▸ ABOUT THIS EXERCISE
Make an exact copy of all the entries, but do not reproduce the pictures.

(Collected data)
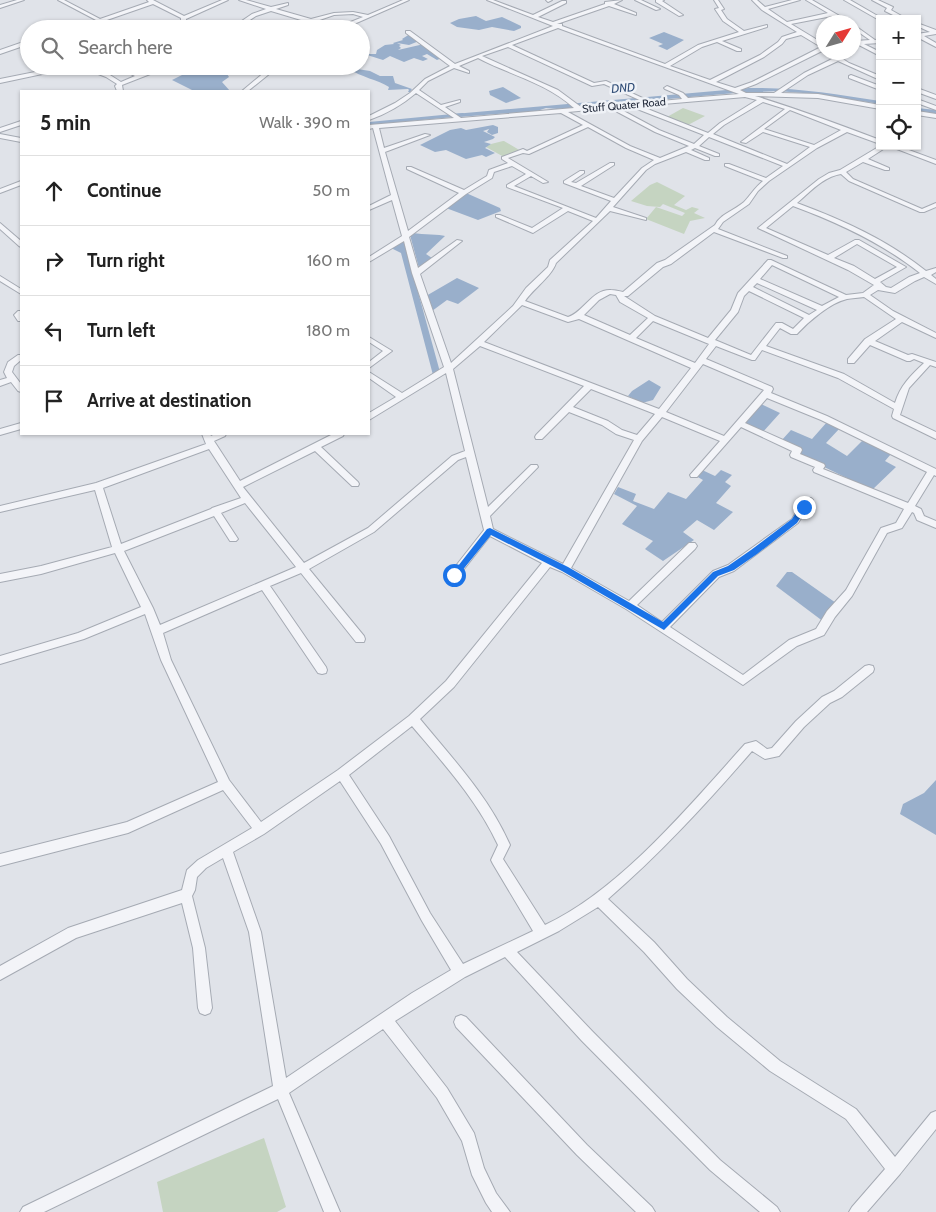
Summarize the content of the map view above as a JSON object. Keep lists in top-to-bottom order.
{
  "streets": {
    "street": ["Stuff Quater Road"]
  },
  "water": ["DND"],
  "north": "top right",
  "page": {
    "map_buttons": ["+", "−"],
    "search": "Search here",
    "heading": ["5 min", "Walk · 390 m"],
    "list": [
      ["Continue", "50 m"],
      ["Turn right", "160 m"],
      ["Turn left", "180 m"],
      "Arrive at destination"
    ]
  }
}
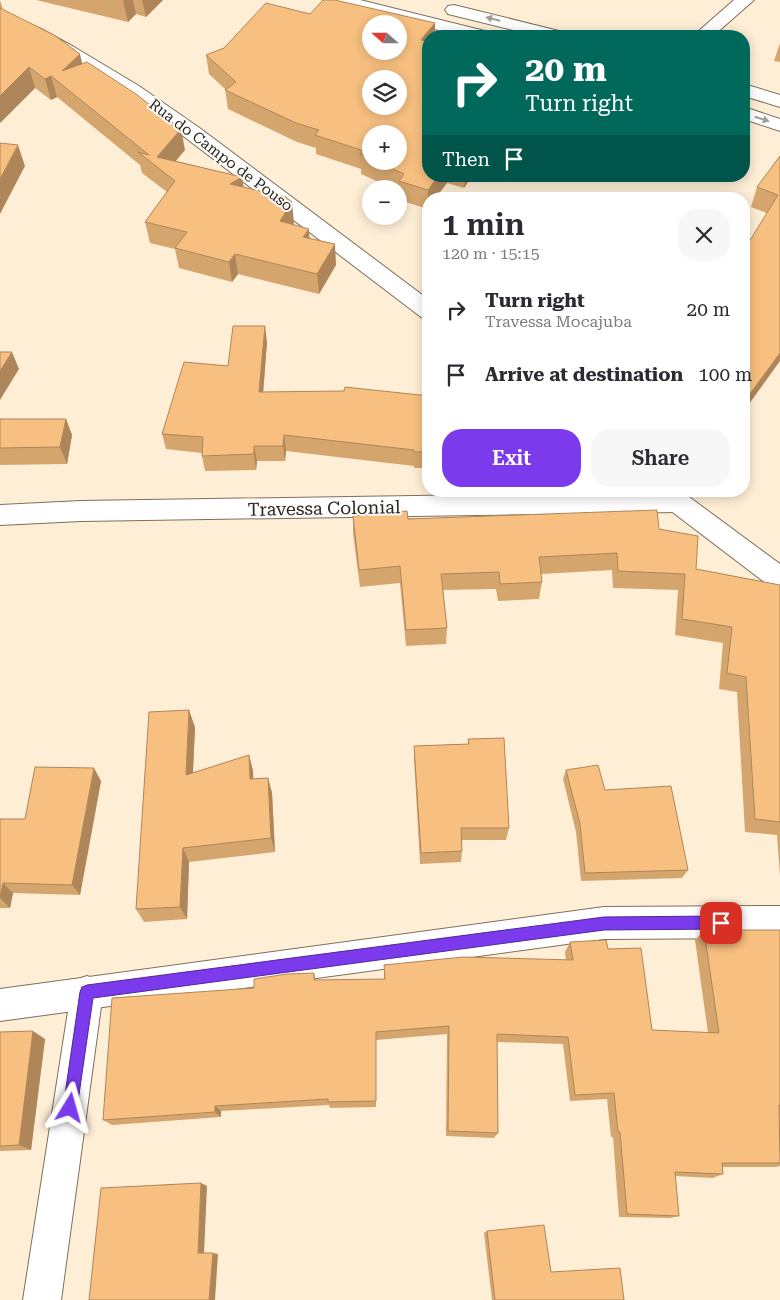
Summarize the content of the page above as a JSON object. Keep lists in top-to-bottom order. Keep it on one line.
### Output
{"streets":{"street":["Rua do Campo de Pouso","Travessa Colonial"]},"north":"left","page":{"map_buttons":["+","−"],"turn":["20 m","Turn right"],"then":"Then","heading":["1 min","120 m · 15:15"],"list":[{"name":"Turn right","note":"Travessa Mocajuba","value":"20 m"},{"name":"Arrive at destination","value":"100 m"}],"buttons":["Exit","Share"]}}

▸ RESULT OF THIS EXERCISE
Summarize the content of the map view above as a JSON object. Keep lists in top-to-bottom order.
{
  "streets": {
    "street": ["Stuff Quater Road"]
  },
  "water": ["DND"],
  "north": "top right",
  "page": {
    "map_buttons": ["+", "−"],
    "search": "Search here",
    "heading": ["5 min", "Walk · 390 m"],
    "list": [
      ["Continue", "50 m"],
      ["Turn right", "160 m"],
      ["Turn left", "180 m"],
      "Arrive at destination"
    ]
  }
}
Summarize the content of the page above as a JSON object. Keep lists in top-to-bottom order. Keep it on one line.
### Output
{"streets":{"street":["Rua do Campo de Pouso","Travessa Colonial"]},"north":"left","page":{"map_buttons":["+","−"],"turn":["20 m","Turn right"],"then":"Then","heading":["1 min","120 m · 15:15"],"list":[{"name":"Turn right","note":"Travessa Mocajuba","value":"20 m"},{"name":"Arrive at destination","value":"100 m"}],"buttons":["Exit","Share"]}}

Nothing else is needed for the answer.